Behind the poverty numbers: real lives, real pain

By:  David Crary

At a food pantry in a Chicago suburb, a 38-year-old mother of two breaks into tears.

She and her husband have been out of work for nearly two years. Their house and car are gone. So is their foothold in the middle class and, at times, their self-esteem.

"It's like there is no way out," says Kris Fallon.

She is trapped like so many others, destitute in the midst of America's abundance. Last week, the Census Bureau released new figures showing that nearly one in six Americans lives in poverty - a record 46.2 million people. The poverty rate, pegged at 15.1 percent, is the highest of any major industrialized nation, and many experts believe it could get worse before it abates.

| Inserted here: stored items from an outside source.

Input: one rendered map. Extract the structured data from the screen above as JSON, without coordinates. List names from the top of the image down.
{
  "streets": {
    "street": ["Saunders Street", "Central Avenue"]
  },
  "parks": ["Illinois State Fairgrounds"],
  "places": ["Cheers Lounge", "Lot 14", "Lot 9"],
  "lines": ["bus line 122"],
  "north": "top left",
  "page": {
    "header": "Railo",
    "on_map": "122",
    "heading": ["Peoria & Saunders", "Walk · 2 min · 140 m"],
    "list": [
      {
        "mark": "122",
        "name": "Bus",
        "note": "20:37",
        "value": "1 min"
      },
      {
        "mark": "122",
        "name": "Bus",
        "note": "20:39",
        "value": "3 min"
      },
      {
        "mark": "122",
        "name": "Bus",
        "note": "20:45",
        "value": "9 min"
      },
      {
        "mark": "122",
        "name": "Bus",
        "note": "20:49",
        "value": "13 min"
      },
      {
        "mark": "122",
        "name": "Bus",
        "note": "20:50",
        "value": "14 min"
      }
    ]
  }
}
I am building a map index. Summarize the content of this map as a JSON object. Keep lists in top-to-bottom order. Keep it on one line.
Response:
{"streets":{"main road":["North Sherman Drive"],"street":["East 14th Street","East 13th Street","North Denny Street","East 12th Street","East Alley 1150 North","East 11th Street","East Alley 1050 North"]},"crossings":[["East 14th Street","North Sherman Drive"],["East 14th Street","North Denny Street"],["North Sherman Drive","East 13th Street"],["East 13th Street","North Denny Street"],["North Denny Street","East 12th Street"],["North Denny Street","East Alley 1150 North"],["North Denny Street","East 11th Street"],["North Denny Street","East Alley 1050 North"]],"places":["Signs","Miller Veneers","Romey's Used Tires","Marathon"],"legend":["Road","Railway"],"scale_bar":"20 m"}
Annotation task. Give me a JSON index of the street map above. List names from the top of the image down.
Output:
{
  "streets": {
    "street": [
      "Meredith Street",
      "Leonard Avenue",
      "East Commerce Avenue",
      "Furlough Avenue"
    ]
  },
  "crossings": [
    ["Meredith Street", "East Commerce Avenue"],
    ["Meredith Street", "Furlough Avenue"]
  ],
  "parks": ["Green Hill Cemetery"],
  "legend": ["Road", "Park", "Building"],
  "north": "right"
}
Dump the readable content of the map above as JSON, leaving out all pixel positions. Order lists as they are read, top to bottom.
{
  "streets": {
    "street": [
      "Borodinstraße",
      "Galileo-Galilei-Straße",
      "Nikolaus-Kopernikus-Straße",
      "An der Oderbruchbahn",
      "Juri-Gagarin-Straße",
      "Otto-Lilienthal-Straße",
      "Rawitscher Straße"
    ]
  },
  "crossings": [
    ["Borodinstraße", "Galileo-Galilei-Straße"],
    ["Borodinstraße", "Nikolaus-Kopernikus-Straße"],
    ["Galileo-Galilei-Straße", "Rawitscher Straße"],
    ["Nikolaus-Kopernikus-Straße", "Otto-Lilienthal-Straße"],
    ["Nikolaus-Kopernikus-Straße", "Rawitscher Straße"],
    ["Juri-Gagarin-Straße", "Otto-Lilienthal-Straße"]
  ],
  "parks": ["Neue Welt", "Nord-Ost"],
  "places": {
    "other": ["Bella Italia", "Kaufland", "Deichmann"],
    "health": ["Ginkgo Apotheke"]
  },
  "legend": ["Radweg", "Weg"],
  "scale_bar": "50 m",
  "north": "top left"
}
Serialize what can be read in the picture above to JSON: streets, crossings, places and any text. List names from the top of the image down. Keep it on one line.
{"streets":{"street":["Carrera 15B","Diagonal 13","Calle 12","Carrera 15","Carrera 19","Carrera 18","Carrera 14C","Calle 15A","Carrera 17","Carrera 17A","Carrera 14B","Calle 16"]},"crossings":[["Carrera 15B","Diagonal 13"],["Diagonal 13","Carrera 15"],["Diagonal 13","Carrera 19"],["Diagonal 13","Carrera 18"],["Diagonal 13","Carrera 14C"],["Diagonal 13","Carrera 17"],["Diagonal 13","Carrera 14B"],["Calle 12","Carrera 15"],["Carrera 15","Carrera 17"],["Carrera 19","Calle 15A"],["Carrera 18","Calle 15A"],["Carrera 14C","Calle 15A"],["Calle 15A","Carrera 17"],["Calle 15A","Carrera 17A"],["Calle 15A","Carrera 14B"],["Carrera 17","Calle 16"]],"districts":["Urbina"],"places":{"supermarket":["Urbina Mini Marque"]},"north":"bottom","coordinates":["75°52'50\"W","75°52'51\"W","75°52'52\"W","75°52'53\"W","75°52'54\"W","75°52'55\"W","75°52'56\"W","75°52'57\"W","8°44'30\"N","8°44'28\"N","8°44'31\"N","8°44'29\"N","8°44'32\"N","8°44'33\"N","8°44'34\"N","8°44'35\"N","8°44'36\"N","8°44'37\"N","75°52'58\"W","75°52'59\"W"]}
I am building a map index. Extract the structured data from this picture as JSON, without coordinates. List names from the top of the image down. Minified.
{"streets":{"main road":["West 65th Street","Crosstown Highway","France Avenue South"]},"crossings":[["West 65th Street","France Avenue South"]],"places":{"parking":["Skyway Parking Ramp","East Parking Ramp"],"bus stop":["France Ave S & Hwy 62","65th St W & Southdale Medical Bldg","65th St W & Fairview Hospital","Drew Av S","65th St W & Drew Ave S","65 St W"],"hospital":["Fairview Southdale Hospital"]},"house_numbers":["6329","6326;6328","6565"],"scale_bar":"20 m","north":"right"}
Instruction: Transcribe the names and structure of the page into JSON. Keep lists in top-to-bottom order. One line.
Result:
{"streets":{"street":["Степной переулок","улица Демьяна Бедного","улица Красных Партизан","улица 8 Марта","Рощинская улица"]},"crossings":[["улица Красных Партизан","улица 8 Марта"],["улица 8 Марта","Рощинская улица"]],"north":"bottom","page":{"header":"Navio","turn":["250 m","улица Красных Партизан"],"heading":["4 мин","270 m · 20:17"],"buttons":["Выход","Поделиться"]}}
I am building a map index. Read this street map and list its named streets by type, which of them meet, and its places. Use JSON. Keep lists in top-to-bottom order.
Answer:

The numbers are daunting - but they also can seem abstract and numbing without names and faces.

Associated Press reporters around the country went looking for the people behind the numbers. They were not hard to find.

There's Tim Cordova, laid off from his job as a manager at a McDonald's in New Mexico, and now living with his wife at a homeless shelter after a stretch where they slept in their Ford Focus.

There's Bill Ricker, a 74-year-old former repairman and pastor whose home is a dilapidated trailer in rural Maine. He scrapes by with a monthly $1,003 Social Security check. His ex-wife also is hard up; he lets her live in the other end of his trailer.